Your groupfinder has a subtle bug right now. It should always return a list if the user is valid. Only if there is no user should it return None. Right now you only return a list if the user is an admin, so normal users will never be recognized.

def groupfinder(userid, request):
    print '#'*80
    print userid
    role = DBSession.query(Role)....

    if role is not None:
        principals = []
        if role.name == "Admin":
            principals.append('g:admin')
        return principals

Notice how we always return a list, unless role is None.

Next, you asked about performance. Pyramid doesn't attempt to cache anything. You can, however, handle this easily yourself.

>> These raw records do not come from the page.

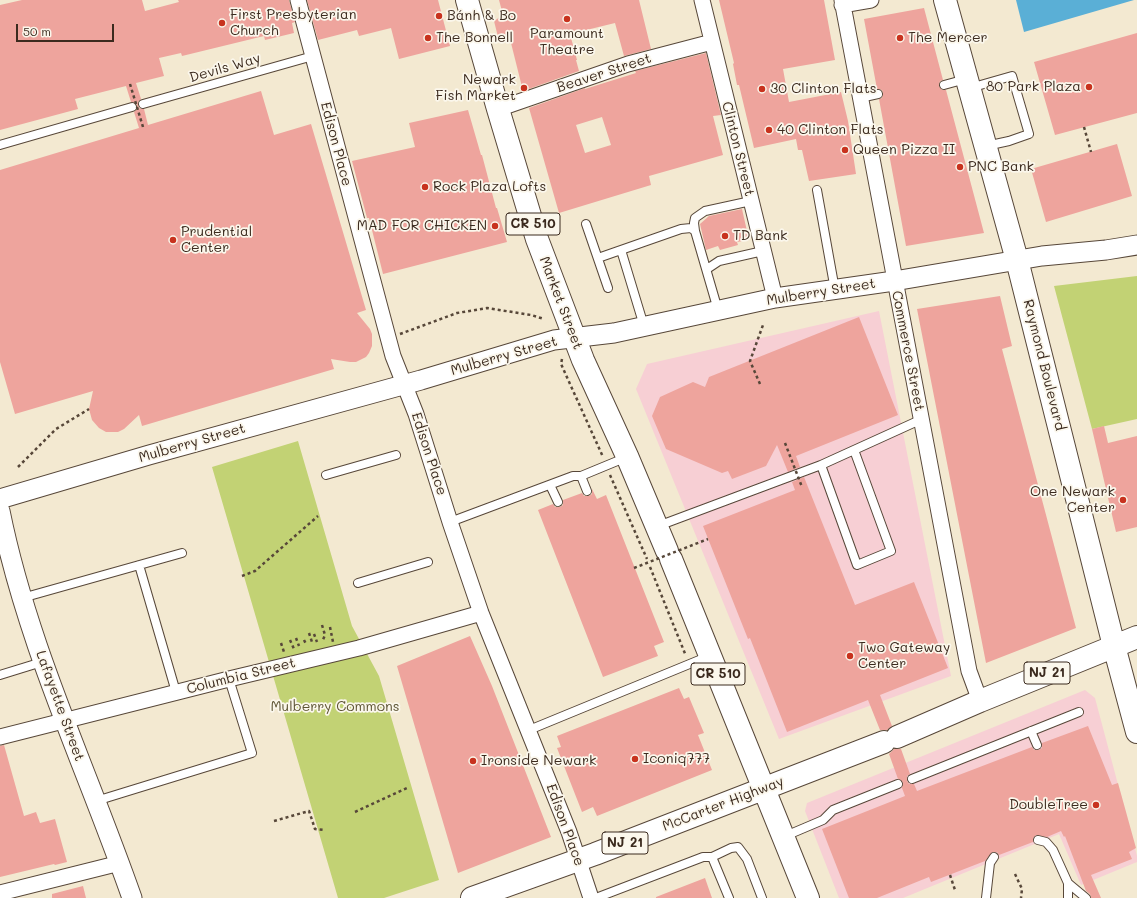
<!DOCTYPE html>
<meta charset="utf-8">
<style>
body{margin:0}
#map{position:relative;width:1137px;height:898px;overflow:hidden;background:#f3e9d1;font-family:Mali,sans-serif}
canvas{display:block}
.scale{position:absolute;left:16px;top:24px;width:98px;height:18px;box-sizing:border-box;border:2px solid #3b2a1e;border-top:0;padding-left:5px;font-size:12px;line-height:14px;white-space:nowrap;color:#3b2a1e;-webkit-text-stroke:3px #fbf7ec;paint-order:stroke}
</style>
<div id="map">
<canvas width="1137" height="898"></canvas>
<div class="scale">50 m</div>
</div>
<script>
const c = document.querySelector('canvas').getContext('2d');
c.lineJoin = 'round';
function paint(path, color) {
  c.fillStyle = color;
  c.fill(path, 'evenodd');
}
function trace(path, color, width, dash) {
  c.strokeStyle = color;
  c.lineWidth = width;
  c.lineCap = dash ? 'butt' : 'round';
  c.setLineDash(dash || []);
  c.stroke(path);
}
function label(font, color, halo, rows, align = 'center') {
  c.font = font + ' Mali,sans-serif';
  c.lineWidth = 3.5;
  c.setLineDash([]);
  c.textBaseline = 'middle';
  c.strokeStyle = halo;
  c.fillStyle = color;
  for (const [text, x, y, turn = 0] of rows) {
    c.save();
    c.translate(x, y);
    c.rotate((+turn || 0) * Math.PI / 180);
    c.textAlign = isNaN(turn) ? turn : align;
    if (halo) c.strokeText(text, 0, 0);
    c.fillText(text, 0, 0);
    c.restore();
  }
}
const built = new Path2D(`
 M879,311L951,676L779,739L636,389L647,364Z
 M1085,690L1095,698L1137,856V862L1081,885L1059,834L903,898H839L805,811L807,803Z`);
const green = new Path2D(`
 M1137,276V419L1092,429L1054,286Z
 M298,441L352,626L379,676L439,880L384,898H338L212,467Z`);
const water = new Path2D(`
 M1016,0H1134L1024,32Z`);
const building = new Path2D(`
 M22,0H142L145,11L179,2L178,0H289L295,22L292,23L294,33L265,40L264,36L182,56L181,53L159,58L164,76L136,83L141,99L138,102V105L139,108L144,109L148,125L261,91L274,135L311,124L366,310L357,313L370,329L372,334V346L369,353L366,357L356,362H350L331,359L334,369L142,426L139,415L124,429L118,432H106L99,428L92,420L89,409L93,391L15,414L0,362V170L139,128L134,112L137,109V105L136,103L131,102L126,86L75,99L78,109L0,130V5Z
 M307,0H438L450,46L399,59L391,28L359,36L357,30L318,40Z
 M499,0H639L651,49L624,56L615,23L570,34L577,60H576L579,71L523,91L510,39L498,37L494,21L503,15Z
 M719,0H824L835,60L783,69L789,102L841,92L848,121L856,174L809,181L802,150H798L796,139L754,148L739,85H737L733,64L734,63Z
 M924,8L943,80L940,81L939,86L942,90H946L984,233L906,246L879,99L882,98L883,93L882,90L877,89L864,19Z
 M1137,33V113L1055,135L1034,62Z
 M706,53L721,115L713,116L723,155L649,176L651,185L559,213L529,108L585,88V89L636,73L635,71ZM602,117L611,145L585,153L576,125Z
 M468,110L481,155H482L496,208H497L507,242L383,274L369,218H367L352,161L415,147L409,123Z
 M1117,144L1132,196L1046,222L1031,169Z
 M742,209L749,240L737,242L738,245L720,250L718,246L706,250L700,224L709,216Z
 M1000,296L1012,346L1002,349L1076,628L986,663L917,309Z
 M859,317L898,415L796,456L800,467L788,472L777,445L766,466L732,479L728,471L722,473L666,449L652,416L660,397L693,382L705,387L709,377Z
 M1104,426L1108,443L1137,436V527L1116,532L1092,429Z
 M804,477L855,605L914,582L948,668L880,695L892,726L887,730H880L868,700L787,732L750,638L748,639L703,526L795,490L792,482Z
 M592,489L597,499L606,495L664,642L654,646L658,656L603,677L538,510L553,504L555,507H560L563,505V500L582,493L584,496H589L592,494Z
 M470,636L492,686L551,837L458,873L397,666Z
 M679,688L684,699L689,697L704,733L698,735L712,770L597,816L593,807L582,812L557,748L561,747L557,736Z
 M1088,726L1112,785L1118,783L1136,848L1129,852L1132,859L1091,875L1101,898H1091L1090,894L1086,891L1065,836L1064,837L1061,831L1047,837L1036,835L1033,838V842L999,855L997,852H992L985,861L931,882L929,877L877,898H849L822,829L905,796L902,788L903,782L898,779L889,754L894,749H901L910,774L907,776V781L909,784H914L917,791L1032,747L1034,750H1039L1042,748V743Z
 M4,745L24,816L36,812L40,823L55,819L67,862L55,865L54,864L0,877V746Z
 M705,878L712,898H656V897Z
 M83,886L86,898H52V894Z`);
const path = new Path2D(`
 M1084,127L1091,152
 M400,334L457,313L487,308L531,315L544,319
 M562,359L561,364L603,457
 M760,384L750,361L763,325
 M18,467L56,429L89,409
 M610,475L647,559
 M650,567L686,656
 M242,576L255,571L318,516
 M322,625L325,635L322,642
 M330,627L333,642
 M309,633L312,642
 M314,634L317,642
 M296,638L299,646
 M290,640L294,649
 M304,640L306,644
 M281,643L284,652
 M355,812L409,787
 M274,821L309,811L315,829L324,830
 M1015,874L1022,889L1021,898
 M950,875L955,890`);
const service = new Path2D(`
 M944,85L966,79
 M970,88L1012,76L1029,134L1009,141L986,146
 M860,98L878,94
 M143,104L313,56
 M0,145L132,107
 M817,190L835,290
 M586,224L608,288
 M695,231L694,223L695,218L705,211L751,201
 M621,250L644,326
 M598,258L681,229L691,228L695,231L718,310
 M707,269L719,261L763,251
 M854,450L821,465L857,565L891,551L854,450L920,420
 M326,475L396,455
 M581,476L587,491
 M550,485L558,502
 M450,522L573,476H581L627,457
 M658,526L821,465
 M139,565L176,692
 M358,583L428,562
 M22,598L182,553
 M0,675L42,662
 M529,730L709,656
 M1031,731L1037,745
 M912,779L1079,712
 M96,801L252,753L229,679
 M783,837L823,820L833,810L898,784
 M1038,840L1046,842L1053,850L1068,883V898
 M712,857L731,848L738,847L747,859L762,898
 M1068,883L1086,898
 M596,898L703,857H712L729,898
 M986,898L990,863L994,857`);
const minor = new Path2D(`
 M298,0L393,356L416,414L450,522L481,613L569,832L591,898
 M702,0L775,298
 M842,0L969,671L980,701
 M842,5L871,0
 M498,109L628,64L712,42
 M0,737L229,679L359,648L481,613
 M0,893L120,863`);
const tertiary = new Path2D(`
 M0,499L149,455L421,380L554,340L614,333L775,298L894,281L1042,256L1106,250L1137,245
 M0,511C27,645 87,769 132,898`);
const primary = new Path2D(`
 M467,0L498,109L537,239L583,360L627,456L667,551
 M945,0L1017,260L1114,646L1137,732
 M671,559L808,898
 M897,737L980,701L1137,637
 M472,898L595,854L884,742`);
const pathBridge = new Path2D(`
 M130,84L143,127
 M785,443L802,487
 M634,568L708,539`);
const markers = [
 [439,16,4,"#c8321e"],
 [567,19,4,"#c8321e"],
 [222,23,4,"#c8321e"],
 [428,38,4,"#c8321e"],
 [900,38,4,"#c8321e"],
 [1089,87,4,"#c8321e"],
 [524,88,4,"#c8321e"],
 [762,89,4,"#c8321e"],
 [769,130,4,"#c8321e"],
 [845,150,4,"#c8321e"],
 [960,167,4,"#c8321e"],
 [425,187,4,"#c8321e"],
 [495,226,4,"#c8321e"],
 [725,236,4,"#c8321e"],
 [173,240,4,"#c8321e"],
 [1123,500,4,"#c8321e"],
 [850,656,4,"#c8321e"],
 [635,759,4,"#c8321e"],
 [473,761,4,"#c8321e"],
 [1096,805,4,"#c8321e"]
];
const shields = [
 [533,224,54],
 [1047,673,46],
 [718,674,54],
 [625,843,46]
];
const shieldNames = [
 ["CR 510",533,224],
 ["NJ 21",1047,673],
 ["CR 510",718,674],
 ["NJ 21",625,843]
];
const poiNames = [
 ["First Presbyterian",230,15],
 ["Church",230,31],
 ["Bánh & Bo",447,16],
 ["Paramount",567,34,"center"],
 ["Theatre",567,50,"center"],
 ["The Bonnell",436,38],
 ["The Mercer",908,38],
 ["Newark",516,80,"right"],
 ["Fish Market",516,96,"right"],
 ["80 Park Plaza",1081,87,"right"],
 ["30 Clinton Flats",770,89],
 ["40 Clinton Flats",777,130],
 ["Queen Pizza II",853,150],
 ["PNC Bank",968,167],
 ["Rock Plaza Lofts",433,187],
 ["MAD FOR CHICKEN",487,226,"right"],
 ["Prudential",181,232],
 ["Center",181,248],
 ["TD Bank",733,236],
 ["One Newark",1115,492,"right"],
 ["Center",1115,508,"right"],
 ["Two Gateway",858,648],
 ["Center",858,664],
 ["Iconiq777",643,759],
 ["Ironside Newark",481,761],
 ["DoubleTree",1088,805,"right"]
];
const streetNames = [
 ["Devils Way",225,68,-16],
 ["Beaver Street",604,73,-18],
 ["Edison Place",336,144,75],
 ["Clinton Street",738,149,76],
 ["Mulberry Street",821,292,-9],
 ["Market Street",561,303,69],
 ["Commerce Street",908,351,79],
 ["Mulberry Street",504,356,-16],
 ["Raymond Boulevard",1044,365,76],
 ["Mulberry Street",192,443,-16],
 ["Edison Place",429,454,72],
 ["Columbia Street",241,676,-14],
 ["Lafayette Street",60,706,70],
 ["McCarter Highway",723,804,-21],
 ["Edison Place",565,825,70]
];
const parkNames = [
 ["Mulberry Commons",335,707]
];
paint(built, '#f7cfd4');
paint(green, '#c2d274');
paint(water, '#5aafd6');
paint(building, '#eea49d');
trace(service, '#574739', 10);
trace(minor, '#574739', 17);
trace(tertiary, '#574739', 21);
trace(primary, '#574739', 24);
trace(path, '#574739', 2.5, [3, 3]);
trace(service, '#fff', 8);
trace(minor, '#fff', 15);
trace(tertiary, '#fff', 19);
trace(primary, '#fff', 22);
trace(pathBridge, '#574739', 2.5, [3, 3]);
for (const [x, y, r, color] of markers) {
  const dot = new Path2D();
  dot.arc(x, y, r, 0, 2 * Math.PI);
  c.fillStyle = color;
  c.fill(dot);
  trace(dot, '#fbf7ec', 1.5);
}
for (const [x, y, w] of shields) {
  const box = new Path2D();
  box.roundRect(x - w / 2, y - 11, w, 22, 3);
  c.fillStyle = '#fbf7ec';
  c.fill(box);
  trace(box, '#3b2a1e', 1);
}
label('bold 13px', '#3b2a1e', null, shieldNames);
label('14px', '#3b2a1e', '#fbf7ec', poiNames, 'left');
label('14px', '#3b2a1e', '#fbf7ec', streetNames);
label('14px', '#5d5434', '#fbf7ec', parkNames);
</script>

The typical way of doing this is adding a cached (reified) property on your request object that contains the role or user. That way every time the groupfinder is invoked, you'll use the cached role instead of querying for it again. This pattern is demonstrated here.

how do I know the permission "g:admin" in templates like mako

Well 'g:admin' is actually a principal in the authentication jargon of Pyramid. 'admin' (the third element of your access control entry) is the permission. Principals are treated as an implementation detail that just helps us map things to permissions. In the end we really just care about the permission when dealing with access/authorization.

To see if a user has that permission in your template you can use pyramid.security.has_permission('admin', request.context, request). You can replace request.context with any object that has an __acl__ on it, but request.context will be your RootFactory in this scenario (which is what you want).